I'm currently a student and I would love to get some advice on how to manage my funds better, if anyone could point out any areas I could improve on that would be great, all opinions and feedback would be greatly appreciated! Thanks! 

*Age:  *25*

   Spouse’s/Partner's age:  *N/A*

   Annual gross income from employment or profession: *15,600* (However this should hopefully be increasing to 20,800 by the end of next year)

   Annual gross income of spouse: *N/A*

   Type of employment: e.g. Civil Servant,  self-employed: *Student*

In general are you:
(a) spending more than you earn, or: *No*
(b) saving? *Yes*

   Rough estimate of value of home: N/A

   Amount outstanding on your mortgage:  N/A

* *What interest rate    are you paying? N/A

   Other borrowings – car loans/personal loans etc: None

   Do you pay off your full credit card balance each month? Not always - however I have recently set up a DD so it will be paid off in full from now on

   If not, what is the balance on your credit card? 500

   Savings and investments: approx. 40,000

   Do you have a pension scheme? No

   Do you own any investment or other property? No

   Ages of children: N/A

   Life insurance: No


* *What specific question do you have or what issues are of concern to you? 

*I'd like to know how I can best manage my funds, at present I have E300 per week, by late next year this should increase to E400 per week.

I'm looking to take driving lessons this year, buy a car, insure and tax it etc.. I'd just like to know that I should be able to afford the running costs of owning a car.

Also, I'd like to know how to best manage my savings (~40k) I don't know whether to invest it, leave it in a deposit account, buy prize bonds with it etc.. I do not need immediate access to it.

I'm hoping not to have to touch my savings for the next 5 years or so unless I decide to purchase a house - realistically speaking though, would it be possible for me to get a mortgage with just having E400 per week income, even though I'll have at least 40k in savings?
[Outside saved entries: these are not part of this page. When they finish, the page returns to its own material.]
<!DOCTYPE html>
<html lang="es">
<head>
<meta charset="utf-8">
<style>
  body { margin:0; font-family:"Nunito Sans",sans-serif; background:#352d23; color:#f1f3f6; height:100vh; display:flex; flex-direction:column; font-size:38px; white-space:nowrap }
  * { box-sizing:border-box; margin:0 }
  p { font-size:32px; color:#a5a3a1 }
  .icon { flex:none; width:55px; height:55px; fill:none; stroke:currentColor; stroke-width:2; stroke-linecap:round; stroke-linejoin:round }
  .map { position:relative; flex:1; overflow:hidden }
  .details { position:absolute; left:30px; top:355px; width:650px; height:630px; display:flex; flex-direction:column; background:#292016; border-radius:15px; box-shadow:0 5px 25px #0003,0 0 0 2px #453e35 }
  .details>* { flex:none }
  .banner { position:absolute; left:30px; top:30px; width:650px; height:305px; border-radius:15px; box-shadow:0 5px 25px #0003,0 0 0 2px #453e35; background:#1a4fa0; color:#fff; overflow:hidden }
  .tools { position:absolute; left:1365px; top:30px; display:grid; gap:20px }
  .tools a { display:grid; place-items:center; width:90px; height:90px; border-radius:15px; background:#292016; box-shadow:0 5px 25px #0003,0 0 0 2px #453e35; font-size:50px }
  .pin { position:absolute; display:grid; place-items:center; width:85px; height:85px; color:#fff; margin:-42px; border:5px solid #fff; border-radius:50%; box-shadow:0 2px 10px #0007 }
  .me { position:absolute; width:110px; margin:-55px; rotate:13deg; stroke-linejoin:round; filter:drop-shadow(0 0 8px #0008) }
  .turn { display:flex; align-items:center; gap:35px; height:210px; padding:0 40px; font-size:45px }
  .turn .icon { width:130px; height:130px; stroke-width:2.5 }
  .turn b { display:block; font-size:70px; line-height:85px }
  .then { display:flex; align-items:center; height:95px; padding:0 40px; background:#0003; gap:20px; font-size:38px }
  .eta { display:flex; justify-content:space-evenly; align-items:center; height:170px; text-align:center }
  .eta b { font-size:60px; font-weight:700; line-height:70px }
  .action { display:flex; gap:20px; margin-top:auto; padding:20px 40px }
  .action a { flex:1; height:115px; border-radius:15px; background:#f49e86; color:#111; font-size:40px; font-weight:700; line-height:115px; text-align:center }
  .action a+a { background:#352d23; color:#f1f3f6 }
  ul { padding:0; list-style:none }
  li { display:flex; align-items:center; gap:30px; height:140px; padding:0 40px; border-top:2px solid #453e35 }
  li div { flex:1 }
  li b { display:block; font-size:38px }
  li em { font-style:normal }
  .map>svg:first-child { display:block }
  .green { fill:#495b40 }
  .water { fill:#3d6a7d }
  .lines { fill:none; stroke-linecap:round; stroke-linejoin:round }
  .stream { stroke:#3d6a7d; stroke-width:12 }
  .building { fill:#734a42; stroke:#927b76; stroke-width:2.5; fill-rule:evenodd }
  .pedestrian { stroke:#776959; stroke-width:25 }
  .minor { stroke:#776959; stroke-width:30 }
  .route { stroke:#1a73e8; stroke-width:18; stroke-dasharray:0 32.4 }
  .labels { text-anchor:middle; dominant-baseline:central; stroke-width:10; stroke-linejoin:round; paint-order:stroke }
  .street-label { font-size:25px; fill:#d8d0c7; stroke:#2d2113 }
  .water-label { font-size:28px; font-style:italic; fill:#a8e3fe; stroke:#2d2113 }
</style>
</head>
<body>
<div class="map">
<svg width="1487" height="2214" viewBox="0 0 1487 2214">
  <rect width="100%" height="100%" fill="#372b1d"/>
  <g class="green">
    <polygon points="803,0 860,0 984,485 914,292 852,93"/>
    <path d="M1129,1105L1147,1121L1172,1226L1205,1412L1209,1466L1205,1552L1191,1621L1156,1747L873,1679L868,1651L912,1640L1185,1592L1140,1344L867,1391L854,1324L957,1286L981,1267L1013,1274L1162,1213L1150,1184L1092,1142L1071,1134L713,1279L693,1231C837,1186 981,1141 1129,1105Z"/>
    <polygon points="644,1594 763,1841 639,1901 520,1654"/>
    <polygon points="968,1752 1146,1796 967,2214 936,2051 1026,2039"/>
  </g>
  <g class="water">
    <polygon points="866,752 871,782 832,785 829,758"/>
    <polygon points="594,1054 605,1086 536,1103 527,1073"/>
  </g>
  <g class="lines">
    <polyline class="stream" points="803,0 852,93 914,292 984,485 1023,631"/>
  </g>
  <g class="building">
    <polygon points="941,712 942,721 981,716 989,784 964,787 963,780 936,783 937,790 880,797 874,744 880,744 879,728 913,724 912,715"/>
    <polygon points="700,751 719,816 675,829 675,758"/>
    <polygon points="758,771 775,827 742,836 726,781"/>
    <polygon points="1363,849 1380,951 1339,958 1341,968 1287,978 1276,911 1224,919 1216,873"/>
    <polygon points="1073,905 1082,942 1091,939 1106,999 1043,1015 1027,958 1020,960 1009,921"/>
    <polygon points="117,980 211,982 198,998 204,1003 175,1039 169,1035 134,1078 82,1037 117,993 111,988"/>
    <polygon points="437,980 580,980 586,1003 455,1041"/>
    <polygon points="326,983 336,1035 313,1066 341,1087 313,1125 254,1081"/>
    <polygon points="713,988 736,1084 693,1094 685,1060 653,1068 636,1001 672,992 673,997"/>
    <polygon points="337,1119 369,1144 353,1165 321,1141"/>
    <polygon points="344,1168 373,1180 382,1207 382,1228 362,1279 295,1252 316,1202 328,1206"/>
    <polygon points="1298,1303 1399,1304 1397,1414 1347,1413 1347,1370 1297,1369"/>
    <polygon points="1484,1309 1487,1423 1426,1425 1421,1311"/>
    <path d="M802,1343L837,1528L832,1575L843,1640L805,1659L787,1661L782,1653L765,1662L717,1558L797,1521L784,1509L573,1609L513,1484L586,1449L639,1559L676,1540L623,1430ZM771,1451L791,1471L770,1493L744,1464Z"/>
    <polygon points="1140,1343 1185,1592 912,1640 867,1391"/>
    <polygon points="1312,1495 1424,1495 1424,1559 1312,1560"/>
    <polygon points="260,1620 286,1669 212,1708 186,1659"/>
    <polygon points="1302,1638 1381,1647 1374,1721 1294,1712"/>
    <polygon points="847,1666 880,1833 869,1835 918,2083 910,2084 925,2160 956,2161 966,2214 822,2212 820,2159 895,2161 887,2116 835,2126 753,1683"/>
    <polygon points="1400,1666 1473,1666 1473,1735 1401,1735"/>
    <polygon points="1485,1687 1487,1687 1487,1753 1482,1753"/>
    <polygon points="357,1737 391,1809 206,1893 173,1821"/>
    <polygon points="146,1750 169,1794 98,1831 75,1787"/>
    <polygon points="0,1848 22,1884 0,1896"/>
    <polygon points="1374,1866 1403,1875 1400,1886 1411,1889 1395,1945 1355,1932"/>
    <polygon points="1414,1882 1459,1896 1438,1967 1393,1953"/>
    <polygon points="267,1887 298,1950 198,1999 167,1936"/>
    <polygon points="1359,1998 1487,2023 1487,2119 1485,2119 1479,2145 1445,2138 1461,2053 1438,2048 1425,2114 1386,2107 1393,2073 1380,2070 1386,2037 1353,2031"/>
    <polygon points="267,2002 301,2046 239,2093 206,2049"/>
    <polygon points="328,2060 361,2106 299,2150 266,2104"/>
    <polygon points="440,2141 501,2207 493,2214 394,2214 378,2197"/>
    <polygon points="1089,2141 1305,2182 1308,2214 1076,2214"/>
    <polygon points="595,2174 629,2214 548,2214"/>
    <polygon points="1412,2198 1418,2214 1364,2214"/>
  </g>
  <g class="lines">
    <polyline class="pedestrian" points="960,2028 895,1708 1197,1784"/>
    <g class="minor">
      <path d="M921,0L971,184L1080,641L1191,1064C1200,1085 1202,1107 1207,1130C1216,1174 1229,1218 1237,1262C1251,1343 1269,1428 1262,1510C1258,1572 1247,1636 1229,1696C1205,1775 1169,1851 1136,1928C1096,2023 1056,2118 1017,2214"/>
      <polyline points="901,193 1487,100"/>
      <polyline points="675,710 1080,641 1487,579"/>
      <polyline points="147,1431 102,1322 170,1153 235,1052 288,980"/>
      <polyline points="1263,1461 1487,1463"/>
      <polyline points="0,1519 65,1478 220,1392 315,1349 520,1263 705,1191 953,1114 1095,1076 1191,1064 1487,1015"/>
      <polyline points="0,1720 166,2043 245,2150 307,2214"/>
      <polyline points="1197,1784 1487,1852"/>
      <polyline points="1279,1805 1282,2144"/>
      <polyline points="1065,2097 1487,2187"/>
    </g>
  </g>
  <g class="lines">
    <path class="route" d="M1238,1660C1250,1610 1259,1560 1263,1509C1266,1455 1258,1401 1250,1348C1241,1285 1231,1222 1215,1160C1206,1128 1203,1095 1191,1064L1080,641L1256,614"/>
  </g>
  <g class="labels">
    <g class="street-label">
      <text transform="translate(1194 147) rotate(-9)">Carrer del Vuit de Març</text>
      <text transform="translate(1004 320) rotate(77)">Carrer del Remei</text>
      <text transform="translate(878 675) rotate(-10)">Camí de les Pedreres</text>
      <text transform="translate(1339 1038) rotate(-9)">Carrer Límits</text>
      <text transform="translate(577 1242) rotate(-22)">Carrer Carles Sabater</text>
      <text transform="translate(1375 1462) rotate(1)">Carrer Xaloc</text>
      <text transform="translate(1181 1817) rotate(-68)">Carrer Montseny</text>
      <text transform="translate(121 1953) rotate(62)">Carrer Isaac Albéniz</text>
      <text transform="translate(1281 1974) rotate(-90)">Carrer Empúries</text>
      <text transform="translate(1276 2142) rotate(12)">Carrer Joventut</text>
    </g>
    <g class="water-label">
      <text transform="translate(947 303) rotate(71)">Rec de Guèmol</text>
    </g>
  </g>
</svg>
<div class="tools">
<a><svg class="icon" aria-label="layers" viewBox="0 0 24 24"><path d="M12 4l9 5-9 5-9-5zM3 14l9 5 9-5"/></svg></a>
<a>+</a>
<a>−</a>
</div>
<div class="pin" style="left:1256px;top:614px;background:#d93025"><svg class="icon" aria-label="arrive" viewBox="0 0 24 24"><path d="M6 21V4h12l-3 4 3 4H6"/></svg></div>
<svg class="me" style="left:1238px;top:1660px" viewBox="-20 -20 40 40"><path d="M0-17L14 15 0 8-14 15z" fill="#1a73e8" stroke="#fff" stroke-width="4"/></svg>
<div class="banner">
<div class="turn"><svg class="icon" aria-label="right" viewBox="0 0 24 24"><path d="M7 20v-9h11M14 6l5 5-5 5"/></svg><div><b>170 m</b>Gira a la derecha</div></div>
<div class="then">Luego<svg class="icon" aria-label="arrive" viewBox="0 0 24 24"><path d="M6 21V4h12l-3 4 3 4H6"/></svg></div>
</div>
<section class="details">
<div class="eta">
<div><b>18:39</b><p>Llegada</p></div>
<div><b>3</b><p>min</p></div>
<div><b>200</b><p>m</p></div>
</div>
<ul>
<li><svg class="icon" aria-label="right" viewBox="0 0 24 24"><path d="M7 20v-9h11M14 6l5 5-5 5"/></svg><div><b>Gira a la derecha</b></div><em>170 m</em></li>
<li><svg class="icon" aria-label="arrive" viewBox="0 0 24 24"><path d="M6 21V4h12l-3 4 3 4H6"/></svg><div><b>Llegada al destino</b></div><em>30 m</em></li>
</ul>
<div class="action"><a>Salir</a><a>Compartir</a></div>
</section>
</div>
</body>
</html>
Income/Outgoings: (Per Week)

Income = E300

Rent = E0
Food/Drink = E80
Phone/Broadband = E25
TV = E10
Pet = E10
Entertainment/Miscellaneous = E40

At the moment I'm trying to save E100-150 per week. Currently this is just going into my current account, are there any good savings accounts out there atm where I should be lodging this?

I don't drink or smoke, but does any of my outgoings look excessive? Anywhere I should be cutting back?

I know I'm not in dire straits or anything atm, however my income is below minimum wage and I want to make the most of it and continue to save.

All comments are greatly appreciated!

Thanks everyone!


----------



## ClubMan (2 Jan 2009)

What rate of interest are you paying on the _CC _balance? If not 0% then it makes no sense to carry a _CC _balance when you have €40K saved!


----------



## SteH (2 Jan 2009)

For someone earning 300 a week to be saving 100-150 I think that you are doing more than alright. €40k in savings is also a pretty staggering sum for a 25 year old student. You really should be clearing your credit card though before you put anything into savings. Even if it is 0% it is good practice not to have credit card bills outstanding and even better to clear your monthly balance.


----------